# Listed records:

---------------

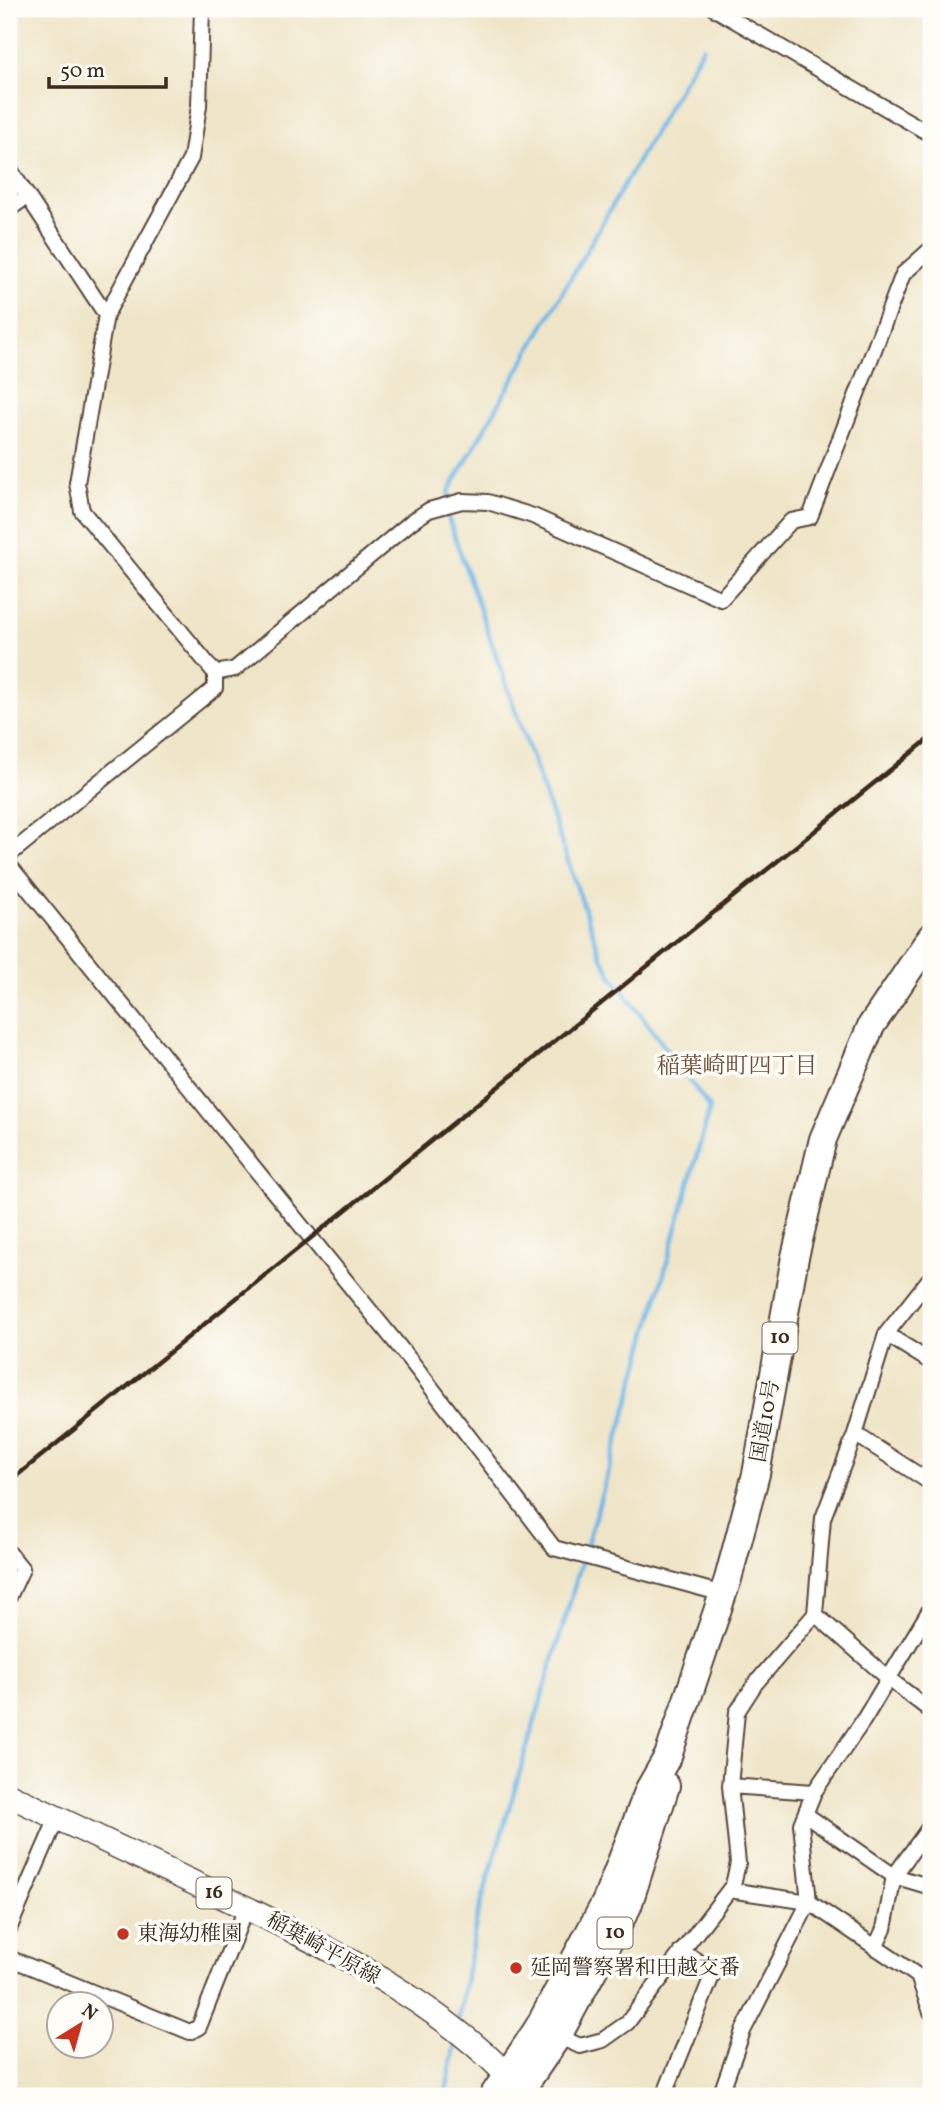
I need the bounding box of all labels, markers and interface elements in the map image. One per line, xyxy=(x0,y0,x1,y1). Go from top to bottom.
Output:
scale bar xyxy=(49,46,166,90)
text: 50 m xyxy=(60,57,105,86)
district label: 稲葉崎町四丁目 xyxy=(657,1051,818,1083)
road number: 10 xyxy=(762,1322,798,1354)
street label: 国道10号 xyxy=(744,1377,788,1465)
road number: 16 xyxy=(196,1878,232,1909)
street label: 稲葉崎平原線 xyxy=(261,1906,385,1992)
road number: 10 xyxy=(598,1918,632,1949)
place label: 東海幼稚園 xyxy=(137,1920,242,1949)
marker: 東海幼稚園 xyxy=(115,1926,131,1942)
place label: 延岡警察署和田越交番 xyxy=(530,1954,740,1983)
marker: 延岡警察署和田越交番 xyxy=(508,1960,524,1976)
north arrow xyxy=(46,1990,116,2060)
text: N xyxy=(76,1998,103,2028)

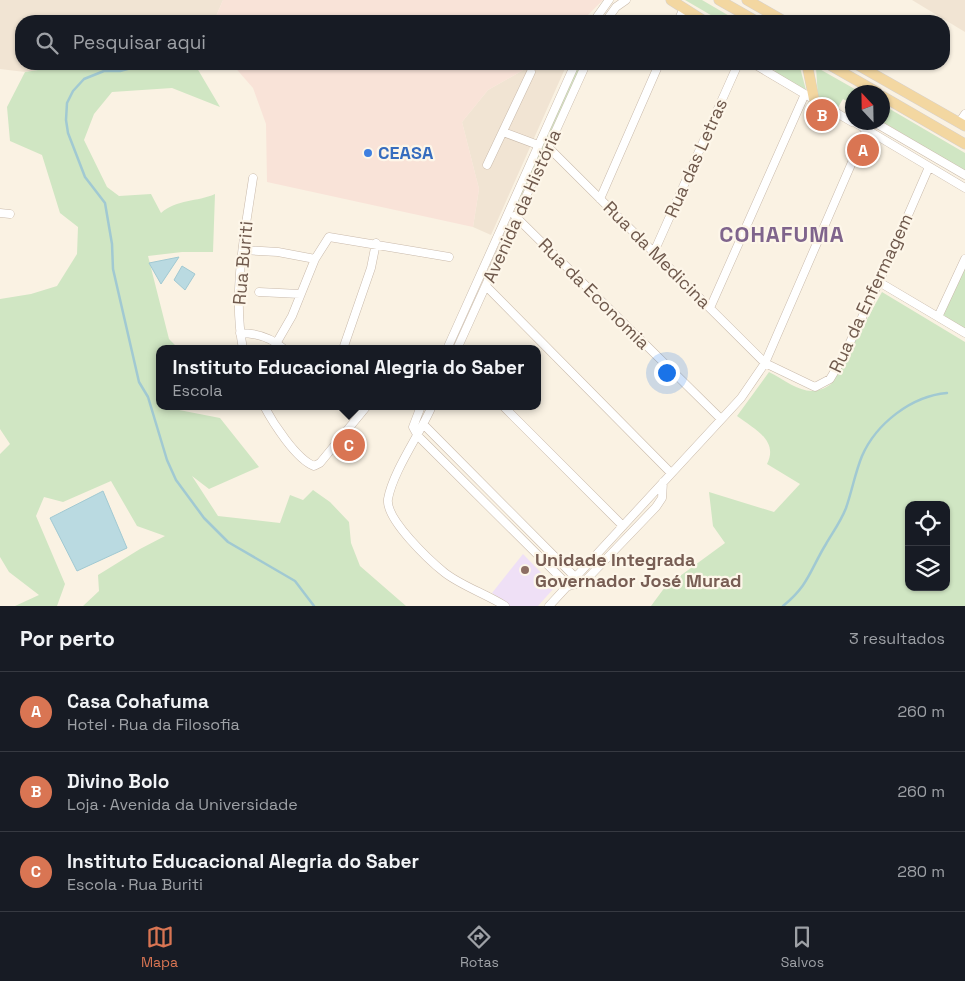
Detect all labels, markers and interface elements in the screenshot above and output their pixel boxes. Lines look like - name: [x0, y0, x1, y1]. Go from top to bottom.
- search box: [15, 15, 950, 70]
- icon: search: [33, 29, 61, 57]
- text: Pesquisar aqui: [73, 30, 206, 55]
- north arrow: [845, 85, 890, 130]
- street label: Rua das Letras: [659, 95, 732, 221]
- pin: B: [806, 96, 838, 134]
- street label: Avenida da História: [477, 125, 566, 286]
- pin: A: [847, 131, 879, 169]
- place label: CEASA: [378, 141, 434, 164]
- marker: CEASA: [362, 147, 374, 159]
- street label: Rua da Medicina: [599, 196, 716, 313]
- street label: Rua da Enfermagem: [824, 209, 918, 376]
- street label: Rua Buriti: [227, 220, 258, 306]
- district label: COHAFUMA: [719, 220, 845, 248]
- street label: Rua da Economia: [534, 233, 655, 354]
- popup: [156, 345, 541, 410]
- text: Instituto Educacional Alegria do Saber: [172, 355, 525, 380]
- your location: [654, 360, 680, 386]
- text: Escola: [172, 380, 223, 401]
- pin: C: [333, 426, 365, 464]
- map controls: [905, 501, 950, 591]
- button: locate: [905, 501, 950, 546]
- button: layers: [905, 546, 950, 591]
- place label: Unidade Integrada Governador José Murad: [535, 548, 742, 592]
- marker: Unidade Integrada Governador José Murad: [519, 564, 531, 576]
- text: Por perto: [20, 625, 115, 652]
- text: 3 resultados: [849, 628, 945, 649]
- text: Casa Cohafuma: [67, 689, 209, 714]
- text: A: [31, 701, 41, 722]
- text: 260 m: [897, 701, 945, 722]
- text: Hotel · Rua da Filosofia: [67, 714, 240, 735]
- text: Divino Bolo: [67, 769, 169, 794]
- text: B: [31, 781, 41, 802]
- text: 260 m: [897, 781, 945, 802]
- text: Loja · Avenida da Universidade: [67, 794, 298, 815]
- text: Instituto Educacional Alegria do Saber: [67, 849, 419, 874]
- text: C: [31, 861, 41, 882]
- text: 280 m: [897, 861, 945, 882]
- text: Escola · Rua Buriti: [67, 874, 203, 895]
- tab: Mapa: [141, 923, 178, 971]
- tab: Rotas: [460, 923, 499, 971]
- tab: Salvos: [781, 923, 824, 971]

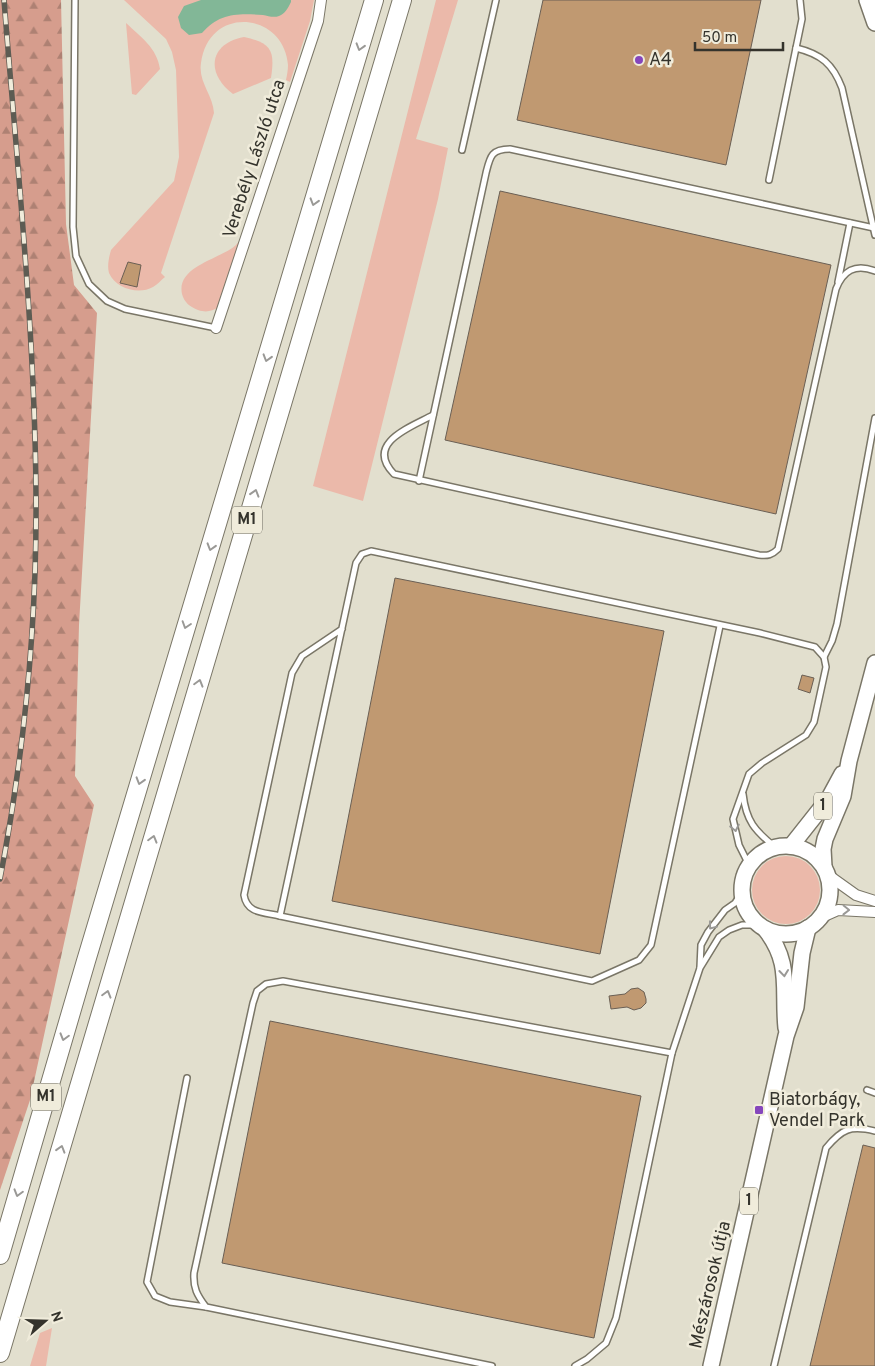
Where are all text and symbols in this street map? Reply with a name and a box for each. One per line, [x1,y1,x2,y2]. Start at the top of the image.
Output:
scale bar [695,20,782,52]
text: 50 m [702,29,737,48]
one-way arrow [356,42,366,50]
place label: A4 [649,49,672,72]
marker: A4 [633,54,645,66]
street label: Verebély László utca [218,77,292,241]
one-way arrow [309,198,319,206]
one-way arrow [263,353,273,362]
one-way arrow [249,490,259,498]
road number: M1 [232,506,262,534]
one-way arrow [206,543,216,551]
one-way arrow [182,620,192,629]
one-way arrow [193,679,203,687]
one-way arrow [135,776,145,784]
road number: 1 [814,792,832,819]
one-way arrow [729,824,740,833]
one-way arrow [147,835,157,843]
one-way arrow [843,905,851,915]
one-way arrow [710,920,718,929]
one-way arrow [778,969,789,977]
one-way arrow [101,991,111,999]
one-way arrow [59,1032,69,1040]
road number: M1 [31,1084,61,1110]
place label: Biatorbágy, Vendel Park [769,1089,865,1133]
marker: Biatorbágy, Vendel Park [753,1104,765,1116]
one-way arrow [55,1146,65,1154]
one-way arrow [14,1188,24,1196]
road number: 1 [740,1188,758,1214]
street label: Mészárosok útja [685,1219,737,1351]
north arrow [20,1296,70,1346]
text: N [46,1309,66,1325]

---------------

# Requirement:
Copy all lines of the material above where the string "Alegria" occurs.

# Answer for the task:
- text: Instituto Educacional Alegria do Saber: [172, 355, 525, 380]
- text: Instituto Educacional Alegria do Saber: [67, 849, 419, 874]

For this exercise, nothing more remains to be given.